La misura degli arresti domiciliari è stata disposta per Alberto Carini, 46 anni, presidente della Cantina Sociale di Canneto Pavese (Pavia), residente a Castelverde (Cremona); Carla Colombi, 65 anni, stretta collaboratrice del presidente, residente a Montescano (Pavia); Aldo Venco, 65 anni, enologo che abita a Casteggio (Pavia), vice presidente di Assoenologi Lombardia-Liguria; Massimo Caprioli, enologo residente a Stradella (Pavia); Claudio Rampini, 63 anni, mediatore vitivinicolo. L’obbligo di firma è stato disposto per due produttori della zona, che avevano rapporti con la cantina sociale.

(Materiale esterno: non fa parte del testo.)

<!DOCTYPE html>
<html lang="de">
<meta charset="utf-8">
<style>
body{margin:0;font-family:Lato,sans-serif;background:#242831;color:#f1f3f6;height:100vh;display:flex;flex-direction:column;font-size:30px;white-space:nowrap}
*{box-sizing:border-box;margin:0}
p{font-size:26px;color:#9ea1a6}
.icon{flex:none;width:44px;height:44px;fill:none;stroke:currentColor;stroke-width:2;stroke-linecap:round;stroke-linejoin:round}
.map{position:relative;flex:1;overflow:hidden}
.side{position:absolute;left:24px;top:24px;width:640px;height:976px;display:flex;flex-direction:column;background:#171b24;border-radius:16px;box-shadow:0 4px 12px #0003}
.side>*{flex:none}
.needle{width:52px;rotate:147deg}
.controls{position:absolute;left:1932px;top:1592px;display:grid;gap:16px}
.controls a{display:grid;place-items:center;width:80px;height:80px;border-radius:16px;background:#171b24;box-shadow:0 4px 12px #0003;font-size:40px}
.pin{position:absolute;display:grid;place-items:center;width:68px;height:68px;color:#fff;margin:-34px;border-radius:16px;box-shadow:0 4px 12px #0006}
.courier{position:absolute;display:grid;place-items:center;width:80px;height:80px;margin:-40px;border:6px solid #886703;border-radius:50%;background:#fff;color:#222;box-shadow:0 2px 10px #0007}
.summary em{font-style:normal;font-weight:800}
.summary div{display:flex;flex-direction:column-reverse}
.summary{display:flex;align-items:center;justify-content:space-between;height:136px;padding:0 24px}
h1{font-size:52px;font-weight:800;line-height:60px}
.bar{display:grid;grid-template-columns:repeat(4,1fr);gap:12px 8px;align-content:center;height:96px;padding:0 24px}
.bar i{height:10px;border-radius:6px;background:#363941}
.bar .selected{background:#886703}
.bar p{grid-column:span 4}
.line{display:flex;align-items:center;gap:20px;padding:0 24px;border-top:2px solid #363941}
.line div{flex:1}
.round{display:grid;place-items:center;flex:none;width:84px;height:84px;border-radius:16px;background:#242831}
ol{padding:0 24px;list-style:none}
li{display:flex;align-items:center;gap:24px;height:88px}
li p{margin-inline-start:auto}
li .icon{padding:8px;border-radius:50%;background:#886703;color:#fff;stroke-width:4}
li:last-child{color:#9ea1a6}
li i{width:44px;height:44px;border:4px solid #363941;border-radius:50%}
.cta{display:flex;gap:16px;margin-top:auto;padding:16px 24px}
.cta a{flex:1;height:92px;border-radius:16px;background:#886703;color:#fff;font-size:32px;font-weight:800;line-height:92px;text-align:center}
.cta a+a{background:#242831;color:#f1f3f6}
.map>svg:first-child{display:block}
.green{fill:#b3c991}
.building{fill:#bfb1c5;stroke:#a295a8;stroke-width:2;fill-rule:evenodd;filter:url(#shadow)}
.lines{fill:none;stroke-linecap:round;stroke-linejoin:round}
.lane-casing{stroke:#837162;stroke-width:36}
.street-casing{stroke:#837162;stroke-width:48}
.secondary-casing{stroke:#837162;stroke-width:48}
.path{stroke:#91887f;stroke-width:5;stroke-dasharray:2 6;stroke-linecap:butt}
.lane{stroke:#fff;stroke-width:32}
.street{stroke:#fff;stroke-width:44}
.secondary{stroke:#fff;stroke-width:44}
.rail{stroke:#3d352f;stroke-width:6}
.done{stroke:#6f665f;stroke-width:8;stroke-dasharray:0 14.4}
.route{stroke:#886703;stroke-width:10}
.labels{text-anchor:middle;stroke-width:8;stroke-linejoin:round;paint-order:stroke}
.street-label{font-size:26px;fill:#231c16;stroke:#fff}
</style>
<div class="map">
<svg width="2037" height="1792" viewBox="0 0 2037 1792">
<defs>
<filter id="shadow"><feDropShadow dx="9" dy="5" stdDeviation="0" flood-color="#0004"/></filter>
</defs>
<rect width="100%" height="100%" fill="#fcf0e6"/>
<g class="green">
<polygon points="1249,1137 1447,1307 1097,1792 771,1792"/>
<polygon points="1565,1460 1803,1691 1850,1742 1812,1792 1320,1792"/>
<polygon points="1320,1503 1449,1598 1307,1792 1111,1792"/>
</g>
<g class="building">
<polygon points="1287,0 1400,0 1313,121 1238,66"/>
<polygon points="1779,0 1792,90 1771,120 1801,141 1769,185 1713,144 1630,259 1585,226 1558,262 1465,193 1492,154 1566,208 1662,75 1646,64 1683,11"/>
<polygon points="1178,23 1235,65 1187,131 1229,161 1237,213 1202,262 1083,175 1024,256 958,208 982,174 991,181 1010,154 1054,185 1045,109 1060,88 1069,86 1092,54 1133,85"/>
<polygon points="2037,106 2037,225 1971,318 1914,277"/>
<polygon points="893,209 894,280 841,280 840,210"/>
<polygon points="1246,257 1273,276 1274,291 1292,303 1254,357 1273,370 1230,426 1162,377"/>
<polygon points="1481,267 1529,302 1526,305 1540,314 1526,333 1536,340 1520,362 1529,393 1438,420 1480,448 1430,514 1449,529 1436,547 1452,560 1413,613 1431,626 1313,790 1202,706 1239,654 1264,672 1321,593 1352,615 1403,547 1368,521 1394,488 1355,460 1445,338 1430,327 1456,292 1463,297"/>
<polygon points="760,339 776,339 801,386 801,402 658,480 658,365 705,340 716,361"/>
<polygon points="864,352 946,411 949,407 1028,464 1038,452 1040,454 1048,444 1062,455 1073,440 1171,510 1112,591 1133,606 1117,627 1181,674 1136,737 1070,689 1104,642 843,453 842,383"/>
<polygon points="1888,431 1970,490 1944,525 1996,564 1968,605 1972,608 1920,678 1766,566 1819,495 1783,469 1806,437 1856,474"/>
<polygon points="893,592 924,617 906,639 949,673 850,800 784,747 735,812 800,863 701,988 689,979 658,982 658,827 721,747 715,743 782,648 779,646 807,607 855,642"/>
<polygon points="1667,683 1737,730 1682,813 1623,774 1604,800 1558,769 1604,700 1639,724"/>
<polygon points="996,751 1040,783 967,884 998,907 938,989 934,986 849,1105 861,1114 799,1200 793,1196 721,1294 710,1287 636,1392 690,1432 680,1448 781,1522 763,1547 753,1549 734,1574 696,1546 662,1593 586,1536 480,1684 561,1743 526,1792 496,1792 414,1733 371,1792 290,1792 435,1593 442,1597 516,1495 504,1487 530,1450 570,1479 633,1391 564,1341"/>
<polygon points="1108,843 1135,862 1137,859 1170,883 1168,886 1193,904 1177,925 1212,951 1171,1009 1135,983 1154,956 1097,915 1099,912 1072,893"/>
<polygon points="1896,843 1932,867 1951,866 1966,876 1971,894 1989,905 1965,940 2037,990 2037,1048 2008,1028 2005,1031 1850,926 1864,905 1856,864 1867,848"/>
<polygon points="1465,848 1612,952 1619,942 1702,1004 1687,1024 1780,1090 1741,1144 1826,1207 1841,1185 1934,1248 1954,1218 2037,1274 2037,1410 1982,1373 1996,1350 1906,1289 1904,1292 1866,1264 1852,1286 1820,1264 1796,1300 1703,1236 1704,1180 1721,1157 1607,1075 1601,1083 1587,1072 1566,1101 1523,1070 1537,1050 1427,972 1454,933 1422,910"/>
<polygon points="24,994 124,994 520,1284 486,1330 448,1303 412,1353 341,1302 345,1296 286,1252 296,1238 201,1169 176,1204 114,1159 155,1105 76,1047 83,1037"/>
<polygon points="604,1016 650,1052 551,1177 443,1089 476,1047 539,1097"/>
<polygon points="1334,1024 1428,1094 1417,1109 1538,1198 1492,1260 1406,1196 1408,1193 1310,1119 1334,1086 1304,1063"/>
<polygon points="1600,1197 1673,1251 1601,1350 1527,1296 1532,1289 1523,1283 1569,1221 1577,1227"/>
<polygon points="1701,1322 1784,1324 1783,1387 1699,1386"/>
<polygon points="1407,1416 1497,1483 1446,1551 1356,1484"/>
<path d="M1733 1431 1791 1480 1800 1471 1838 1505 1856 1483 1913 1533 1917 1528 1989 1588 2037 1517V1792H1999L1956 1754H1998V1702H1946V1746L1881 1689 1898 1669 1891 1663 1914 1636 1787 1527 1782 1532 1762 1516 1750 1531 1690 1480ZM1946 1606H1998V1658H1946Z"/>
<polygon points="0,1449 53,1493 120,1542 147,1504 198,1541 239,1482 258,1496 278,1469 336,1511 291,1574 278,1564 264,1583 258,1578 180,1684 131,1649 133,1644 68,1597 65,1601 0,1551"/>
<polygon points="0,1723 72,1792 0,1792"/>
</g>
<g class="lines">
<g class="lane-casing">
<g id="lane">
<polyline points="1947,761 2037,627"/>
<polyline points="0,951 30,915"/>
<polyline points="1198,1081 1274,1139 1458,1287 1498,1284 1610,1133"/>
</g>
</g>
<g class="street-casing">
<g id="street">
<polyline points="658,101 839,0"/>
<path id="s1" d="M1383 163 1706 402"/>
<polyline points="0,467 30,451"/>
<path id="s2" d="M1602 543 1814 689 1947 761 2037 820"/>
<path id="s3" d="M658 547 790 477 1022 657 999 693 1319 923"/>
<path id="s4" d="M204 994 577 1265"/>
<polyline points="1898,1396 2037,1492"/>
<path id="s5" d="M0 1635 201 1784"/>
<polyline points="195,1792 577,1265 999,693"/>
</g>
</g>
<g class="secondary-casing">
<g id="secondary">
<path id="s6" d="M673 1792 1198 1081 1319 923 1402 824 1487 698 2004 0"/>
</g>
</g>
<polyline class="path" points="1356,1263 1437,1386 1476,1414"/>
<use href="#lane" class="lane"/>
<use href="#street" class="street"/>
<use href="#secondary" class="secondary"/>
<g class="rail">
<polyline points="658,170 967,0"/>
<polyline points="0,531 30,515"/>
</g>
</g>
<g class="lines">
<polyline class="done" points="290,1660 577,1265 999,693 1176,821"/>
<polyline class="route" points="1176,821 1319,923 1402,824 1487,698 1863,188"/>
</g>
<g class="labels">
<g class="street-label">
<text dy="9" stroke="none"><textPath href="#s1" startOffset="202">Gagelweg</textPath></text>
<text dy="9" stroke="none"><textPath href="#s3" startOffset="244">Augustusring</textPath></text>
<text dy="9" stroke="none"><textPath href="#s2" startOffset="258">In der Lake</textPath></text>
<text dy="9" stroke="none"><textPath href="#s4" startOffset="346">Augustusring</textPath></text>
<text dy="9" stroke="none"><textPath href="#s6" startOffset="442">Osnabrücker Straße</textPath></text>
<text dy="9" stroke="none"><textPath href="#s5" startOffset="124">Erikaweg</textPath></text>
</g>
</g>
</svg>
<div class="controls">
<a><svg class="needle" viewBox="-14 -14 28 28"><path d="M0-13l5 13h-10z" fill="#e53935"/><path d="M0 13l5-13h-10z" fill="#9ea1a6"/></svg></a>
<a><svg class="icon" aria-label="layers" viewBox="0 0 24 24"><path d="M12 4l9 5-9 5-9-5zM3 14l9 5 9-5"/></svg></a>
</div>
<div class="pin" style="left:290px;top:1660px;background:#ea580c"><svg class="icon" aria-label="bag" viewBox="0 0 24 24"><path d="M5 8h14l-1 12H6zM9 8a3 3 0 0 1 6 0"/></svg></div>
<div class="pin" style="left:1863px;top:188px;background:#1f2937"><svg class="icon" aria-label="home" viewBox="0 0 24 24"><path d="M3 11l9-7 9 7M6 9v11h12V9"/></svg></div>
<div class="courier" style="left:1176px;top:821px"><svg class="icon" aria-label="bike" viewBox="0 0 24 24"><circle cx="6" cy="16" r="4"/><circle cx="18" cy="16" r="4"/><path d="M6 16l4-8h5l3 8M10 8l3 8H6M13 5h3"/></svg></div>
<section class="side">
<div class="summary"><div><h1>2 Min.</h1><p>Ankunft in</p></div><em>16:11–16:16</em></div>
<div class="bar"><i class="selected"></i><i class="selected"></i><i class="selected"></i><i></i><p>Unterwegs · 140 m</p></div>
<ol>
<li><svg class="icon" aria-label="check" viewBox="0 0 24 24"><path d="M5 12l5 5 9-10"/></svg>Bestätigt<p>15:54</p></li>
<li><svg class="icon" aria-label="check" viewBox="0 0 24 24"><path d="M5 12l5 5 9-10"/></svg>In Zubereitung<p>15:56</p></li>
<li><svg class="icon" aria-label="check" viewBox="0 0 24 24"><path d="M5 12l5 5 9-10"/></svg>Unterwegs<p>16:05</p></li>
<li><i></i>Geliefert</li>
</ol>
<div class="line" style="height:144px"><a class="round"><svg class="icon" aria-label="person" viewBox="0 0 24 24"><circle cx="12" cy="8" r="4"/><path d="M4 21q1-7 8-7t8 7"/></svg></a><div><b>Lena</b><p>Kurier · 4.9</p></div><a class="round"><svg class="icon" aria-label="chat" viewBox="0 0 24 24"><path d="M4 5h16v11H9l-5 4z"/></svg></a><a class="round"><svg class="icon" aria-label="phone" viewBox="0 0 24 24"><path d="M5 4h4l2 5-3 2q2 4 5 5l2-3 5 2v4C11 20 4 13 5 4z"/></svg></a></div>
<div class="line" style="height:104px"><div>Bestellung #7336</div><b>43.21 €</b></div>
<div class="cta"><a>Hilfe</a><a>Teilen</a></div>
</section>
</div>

Gli indagati sono accusati di «associazione a delinquere finalizzata alla frode in commercio e alla contraffazione di indicazioni geografiche o denominazioni di origine di prodotti agroalimentari (DOC e IGP) – riporta il comunicato congiunto di Carabinieri e Guardia di Finanza – nonché all’utilizzo e all’emissione di fatture false che servivano a giustificare quantitativi di vini etichettabili con denominazioni pregiate, non presenti in magazzino, e sostituiti dal produttore con vini di qualità inferiore, alterati e destinati alla vendita come vini di tipologie tipiche dell’Oltrepò Pavese. Sono state eseguite anche 28 perquisizioni domiciliari, locali e personali nei confronti di altrettante persone fisiche, aziende acquirenti del vino, e laboratori di analisi compiacenti».
«Occorre fare chiarezza al più presto, perché episodi come questo mettono a rischio il successo del prodotto agroalimentare italiano più venduto all’estero dove il vino ha messo a segno nel 2019 il record di circa 6,4 miliardi di esportazioni con un aumento del 4% secondo le prime proiezioni» afferma la Coldiretti alla luce dell’indagine della Procura di Pavia su un nuovo presunto caso di falso vino.

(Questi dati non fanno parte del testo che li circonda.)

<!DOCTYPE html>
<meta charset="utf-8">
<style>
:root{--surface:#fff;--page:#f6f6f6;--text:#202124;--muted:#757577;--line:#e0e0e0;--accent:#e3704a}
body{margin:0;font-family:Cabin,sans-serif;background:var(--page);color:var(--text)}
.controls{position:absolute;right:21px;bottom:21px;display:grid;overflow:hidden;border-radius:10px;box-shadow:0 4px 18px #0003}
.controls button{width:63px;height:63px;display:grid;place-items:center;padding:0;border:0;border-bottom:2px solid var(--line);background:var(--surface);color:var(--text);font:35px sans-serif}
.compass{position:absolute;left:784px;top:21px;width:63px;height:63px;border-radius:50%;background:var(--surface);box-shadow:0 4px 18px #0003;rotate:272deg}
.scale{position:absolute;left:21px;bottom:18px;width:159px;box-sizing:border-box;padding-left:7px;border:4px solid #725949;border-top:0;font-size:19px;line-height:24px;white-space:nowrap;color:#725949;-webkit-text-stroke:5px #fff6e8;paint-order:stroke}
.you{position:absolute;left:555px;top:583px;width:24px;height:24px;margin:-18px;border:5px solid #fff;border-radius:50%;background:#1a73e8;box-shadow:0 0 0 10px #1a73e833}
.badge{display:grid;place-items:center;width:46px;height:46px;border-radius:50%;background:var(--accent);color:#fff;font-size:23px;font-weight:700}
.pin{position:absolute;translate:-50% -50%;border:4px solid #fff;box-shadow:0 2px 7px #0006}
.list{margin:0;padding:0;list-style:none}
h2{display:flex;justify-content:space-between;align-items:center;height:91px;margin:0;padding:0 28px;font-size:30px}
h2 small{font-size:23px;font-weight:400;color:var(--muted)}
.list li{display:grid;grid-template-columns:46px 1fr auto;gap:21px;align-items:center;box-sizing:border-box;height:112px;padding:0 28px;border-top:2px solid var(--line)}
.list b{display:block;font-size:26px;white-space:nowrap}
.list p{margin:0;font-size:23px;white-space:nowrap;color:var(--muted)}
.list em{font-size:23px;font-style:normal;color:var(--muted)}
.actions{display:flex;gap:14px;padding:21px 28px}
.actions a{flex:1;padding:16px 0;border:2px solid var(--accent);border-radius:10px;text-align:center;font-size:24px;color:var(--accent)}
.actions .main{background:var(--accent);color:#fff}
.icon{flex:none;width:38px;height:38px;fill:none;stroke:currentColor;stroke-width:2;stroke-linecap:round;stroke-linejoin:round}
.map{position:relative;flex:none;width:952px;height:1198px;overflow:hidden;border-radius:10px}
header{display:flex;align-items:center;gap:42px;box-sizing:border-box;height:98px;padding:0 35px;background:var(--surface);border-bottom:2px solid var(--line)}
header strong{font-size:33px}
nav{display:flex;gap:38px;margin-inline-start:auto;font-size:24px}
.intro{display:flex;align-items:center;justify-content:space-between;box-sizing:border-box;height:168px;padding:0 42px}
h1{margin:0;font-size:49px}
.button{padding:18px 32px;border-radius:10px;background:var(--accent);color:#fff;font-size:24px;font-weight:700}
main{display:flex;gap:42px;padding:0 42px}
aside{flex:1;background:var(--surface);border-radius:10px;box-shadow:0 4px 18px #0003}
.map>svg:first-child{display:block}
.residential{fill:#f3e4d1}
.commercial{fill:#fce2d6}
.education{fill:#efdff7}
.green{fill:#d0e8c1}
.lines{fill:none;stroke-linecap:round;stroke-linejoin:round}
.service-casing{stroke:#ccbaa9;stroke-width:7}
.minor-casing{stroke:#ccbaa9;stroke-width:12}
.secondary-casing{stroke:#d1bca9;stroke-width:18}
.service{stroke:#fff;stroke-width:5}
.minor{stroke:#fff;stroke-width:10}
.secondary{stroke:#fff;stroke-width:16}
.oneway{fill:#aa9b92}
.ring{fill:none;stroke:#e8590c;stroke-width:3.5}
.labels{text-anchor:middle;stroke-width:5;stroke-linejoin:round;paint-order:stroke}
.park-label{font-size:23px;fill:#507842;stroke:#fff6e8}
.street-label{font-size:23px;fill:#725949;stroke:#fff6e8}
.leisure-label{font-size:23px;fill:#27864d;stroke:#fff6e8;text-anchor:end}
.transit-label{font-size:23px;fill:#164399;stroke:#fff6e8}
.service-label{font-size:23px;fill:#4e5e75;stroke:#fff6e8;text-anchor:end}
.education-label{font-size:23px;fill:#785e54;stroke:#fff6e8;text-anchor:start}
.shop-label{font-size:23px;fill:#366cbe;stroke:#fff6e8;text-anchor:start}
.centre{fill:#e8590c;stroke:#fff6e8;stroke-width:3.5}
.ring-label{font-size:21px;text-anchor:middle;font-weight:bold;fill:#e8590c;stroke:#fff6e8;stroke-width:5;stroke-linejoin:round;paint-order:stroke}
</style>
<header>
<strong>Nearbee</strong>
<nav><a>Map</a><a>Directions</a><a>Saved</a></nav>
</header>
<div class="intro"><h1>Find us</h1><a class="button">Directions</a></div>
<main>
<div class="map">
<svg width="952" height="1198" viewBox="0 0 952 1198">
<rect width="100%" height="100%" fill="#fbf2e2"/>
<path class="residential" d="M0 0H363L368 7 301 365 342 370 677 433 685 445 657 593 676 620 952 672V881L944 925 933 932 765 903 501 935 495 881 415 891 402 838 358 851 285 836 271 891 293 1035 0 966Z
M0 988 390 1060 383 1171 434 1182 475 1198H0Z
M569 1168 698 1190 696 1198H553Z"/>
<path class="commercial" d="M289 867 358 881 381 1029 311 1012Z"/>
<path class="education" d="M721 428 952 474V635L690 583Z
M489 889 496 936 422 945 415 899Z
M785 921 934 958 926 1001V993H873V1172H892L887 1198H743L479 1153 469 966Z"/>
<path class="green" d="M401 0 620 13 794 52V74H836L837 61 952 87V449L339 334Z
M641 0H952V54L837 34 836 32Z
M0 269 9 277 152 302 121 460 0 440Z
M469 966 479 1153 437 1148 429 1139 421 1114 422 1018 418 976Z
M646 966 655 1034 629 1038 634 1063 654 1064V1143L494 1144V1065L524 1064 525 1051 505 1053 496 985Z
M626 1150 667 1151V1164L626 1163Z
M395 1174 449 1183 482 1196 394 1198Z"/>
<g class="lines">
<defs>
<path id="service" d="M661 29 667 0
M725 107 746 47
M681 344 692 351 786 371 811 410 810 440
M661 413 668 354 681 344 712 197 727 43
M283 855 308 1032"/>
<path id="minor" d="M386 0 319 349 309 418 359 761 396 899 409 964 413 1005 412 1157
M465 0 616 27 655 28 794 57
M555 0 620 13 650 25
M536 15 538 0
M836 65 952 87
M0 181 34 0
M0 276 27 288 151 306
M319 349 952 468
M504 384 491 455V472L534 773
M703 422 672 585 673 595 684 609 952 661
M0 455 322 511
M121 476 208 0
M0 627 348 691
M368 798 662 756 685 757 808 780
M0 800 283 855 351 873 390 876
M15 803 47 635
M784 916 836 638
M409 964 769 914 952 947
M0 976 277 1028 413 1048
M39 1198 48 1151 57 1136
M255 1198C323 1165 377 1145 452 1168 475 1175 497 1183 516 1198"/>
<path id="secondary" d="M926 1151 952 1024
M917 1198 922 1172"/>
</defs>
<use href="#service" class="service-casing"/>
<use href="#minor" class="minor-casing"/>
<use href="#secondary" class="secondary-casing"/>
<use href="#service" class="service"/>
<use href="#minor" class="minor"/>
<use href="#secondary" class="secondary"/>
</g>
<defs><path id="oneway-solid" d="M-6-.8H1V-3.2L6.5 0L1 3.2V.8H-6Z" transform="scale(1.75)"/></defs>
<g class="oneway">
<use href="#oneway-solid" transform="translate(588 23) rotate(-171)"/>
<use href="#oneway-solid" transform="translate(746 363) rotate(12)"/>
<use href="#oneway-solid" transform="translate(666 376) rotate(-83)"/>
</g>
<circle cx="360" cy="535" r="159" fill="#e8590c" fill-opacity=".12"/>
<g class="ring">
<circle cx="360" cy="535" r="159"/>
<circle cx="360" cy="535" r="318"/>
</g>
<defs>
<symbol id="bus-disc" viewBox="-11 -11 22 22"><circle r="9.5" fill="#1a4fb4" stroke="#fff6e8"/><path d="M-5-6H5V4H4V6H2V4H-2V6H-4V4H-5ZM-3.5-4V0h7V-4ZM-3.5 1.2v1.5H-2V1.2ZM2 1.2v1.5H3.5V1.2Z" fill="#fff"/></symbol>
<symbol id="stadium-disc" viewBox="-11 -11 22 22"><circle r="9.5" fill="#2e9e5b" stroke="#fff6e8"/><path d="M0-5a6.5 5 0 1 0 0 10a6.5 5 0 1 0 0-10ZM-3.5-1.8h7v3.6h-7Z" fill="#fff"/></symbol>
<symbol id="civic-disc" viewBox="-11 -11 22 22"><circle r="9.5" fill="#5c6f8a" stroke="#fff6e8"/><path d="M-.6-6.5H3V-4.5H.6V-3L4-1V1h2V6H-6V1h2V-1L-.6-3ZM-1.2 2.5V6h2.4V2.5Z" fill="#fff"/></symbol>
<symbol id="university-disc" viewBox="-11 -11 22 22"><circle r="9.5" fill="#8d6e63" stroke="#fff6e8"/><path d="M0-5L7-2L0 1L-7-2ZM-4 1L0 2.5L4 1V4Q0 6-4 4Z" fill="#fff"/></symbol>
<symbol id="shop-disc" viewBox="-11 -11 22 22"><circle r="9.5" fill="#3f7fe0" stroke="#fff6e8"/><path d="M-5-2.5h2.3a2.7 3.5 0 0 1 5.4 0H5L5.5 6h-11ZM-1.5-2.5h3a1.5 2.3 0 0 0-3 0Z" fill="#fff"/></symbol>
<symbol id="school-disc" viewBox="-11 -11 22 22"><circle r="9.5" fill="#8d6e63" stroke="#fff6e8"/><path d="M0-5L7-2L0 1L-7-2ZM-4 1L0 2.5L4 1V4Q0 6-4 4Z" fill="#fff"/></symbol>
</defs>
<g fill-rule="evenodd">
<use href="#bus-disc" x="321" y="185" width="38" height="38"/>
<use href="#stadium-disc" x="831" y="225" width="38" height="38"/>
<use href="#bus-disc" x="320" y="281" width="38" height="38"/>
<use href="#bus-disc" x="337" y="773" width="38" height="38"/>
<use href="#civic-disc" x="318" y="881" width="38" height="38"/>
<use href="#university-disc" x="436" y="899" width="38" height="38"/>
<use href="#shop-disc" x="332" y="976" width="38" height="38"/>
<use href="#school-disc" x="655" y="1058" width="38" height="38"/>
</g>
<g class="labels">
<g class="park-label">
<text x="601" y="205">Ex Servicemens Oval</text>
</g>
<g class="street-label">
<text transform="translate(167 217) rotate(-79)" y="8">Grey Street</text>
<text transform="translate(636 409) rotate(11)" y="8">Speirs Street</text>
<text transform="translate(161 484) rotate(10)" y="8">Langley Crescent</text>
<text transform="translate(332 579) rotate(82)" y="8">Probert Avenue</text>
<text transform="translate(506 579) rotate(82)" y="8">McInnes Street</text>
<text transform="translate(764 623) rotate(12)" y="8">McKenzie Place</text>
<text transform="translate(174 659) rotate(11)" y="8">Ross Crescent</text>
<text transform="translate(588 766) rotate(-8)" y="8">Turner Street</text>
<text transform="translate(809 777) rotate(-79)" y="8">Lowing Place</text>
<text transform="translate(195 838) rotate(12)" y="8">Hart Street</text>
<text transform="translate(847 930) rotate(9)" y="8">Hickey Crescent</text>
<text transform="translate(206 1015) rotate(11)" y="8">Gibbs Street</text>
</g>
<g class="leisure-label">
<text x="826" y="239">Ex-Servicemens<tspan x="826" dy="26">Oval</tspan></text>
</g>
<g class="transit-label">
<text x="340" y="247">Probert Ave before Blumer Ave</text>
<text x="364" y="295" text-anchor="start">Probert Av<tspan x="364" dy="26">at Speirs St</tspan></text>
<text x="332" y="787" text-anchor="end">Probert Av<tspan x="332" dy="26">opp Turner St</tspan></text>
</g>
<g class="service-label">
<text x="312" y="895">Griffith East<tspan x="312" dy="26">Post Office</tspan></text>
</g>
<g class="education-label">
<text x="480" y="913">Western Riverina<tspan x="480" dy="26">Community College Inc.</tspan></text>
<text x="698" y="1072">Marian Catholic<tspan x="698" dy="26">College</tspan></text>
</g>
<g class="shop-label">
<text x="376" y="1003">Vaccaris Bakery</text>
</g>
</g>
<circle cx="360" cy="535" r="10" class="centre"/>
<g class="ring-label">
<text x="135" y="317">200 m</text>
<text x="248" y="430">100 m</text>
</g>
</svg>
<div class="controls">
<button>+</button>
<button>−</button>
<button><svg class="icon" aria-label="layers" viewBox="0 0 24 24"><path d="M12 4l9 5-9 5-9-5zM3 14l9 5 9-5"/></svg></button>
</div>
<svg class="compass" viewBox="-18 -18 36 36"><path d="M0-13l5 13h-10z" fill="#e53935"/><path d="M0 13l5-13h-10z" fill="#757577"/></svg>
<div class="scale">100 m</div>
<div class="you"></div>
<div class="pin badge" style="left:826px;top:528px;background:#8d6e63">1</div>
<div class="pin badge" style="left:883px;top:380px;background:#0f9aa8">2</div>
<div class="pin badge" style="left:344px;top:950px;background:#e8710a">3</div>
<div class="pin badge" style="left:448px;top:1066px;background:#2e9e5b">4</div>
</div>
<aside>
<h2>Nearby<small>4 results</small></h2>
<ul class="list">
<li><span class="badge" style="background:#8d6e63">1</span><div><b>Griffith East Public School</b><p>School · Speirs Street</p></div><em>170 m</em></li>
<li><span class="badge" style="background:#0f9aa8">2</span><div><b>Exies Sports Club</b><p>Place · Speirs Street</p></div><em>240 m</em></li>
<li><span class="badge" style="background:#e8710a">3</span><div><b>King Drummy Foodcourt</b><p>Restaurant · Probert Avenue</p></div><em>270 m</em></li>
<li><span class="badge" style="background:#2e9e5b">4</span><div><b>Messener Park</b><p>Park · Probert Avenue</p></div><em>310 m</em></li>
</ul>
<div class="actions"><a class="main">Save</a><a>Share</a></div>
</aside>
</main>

«Dopo il grande percorso di crescita qualitativa che ha portato il vino italiano alla conquista di ripetuti successi occorre insistere – afferma la Coldiretti – sulla strada della “tolleranza zero” nei confronti di episodi che causano un danno economico e di immagine gravissimo anche all’estero. Occorre tutelare un settore strategico che offre opportunità di lavoro per 1,3 milioni di persone impegnate direttamente in campi, cantine e nella distribuzione commerciale, ma anche in attività connesse e di servizio, per un fatturato che ha superato nel 2019 la quota record di oltre 11 miliardi, grazie alla crescita in valore di export e consumi nazionali. Gli ottimi risultati dell’attività di contrasto confermano la necessità di tenere alta la guardia e di stringere le maglie ancora larghe della legislazione con la riforma dei reati in materia agroalimentare poiché l’innovazione tecnologica e i nuovi sistemi di produzione e distribuzione globali rendono ancora più pericolosa la criminalità nell’agroalimentare che per questo va perseguita con la revisione delle leggi sui reati alimentari elaborata da Giancarlo Caselli nell’ambito dell’Osservatorio agromafie promosso dalla Coldiretti per introdurre nuovi sistemi di indagine e un aggiornamento delle norme penali».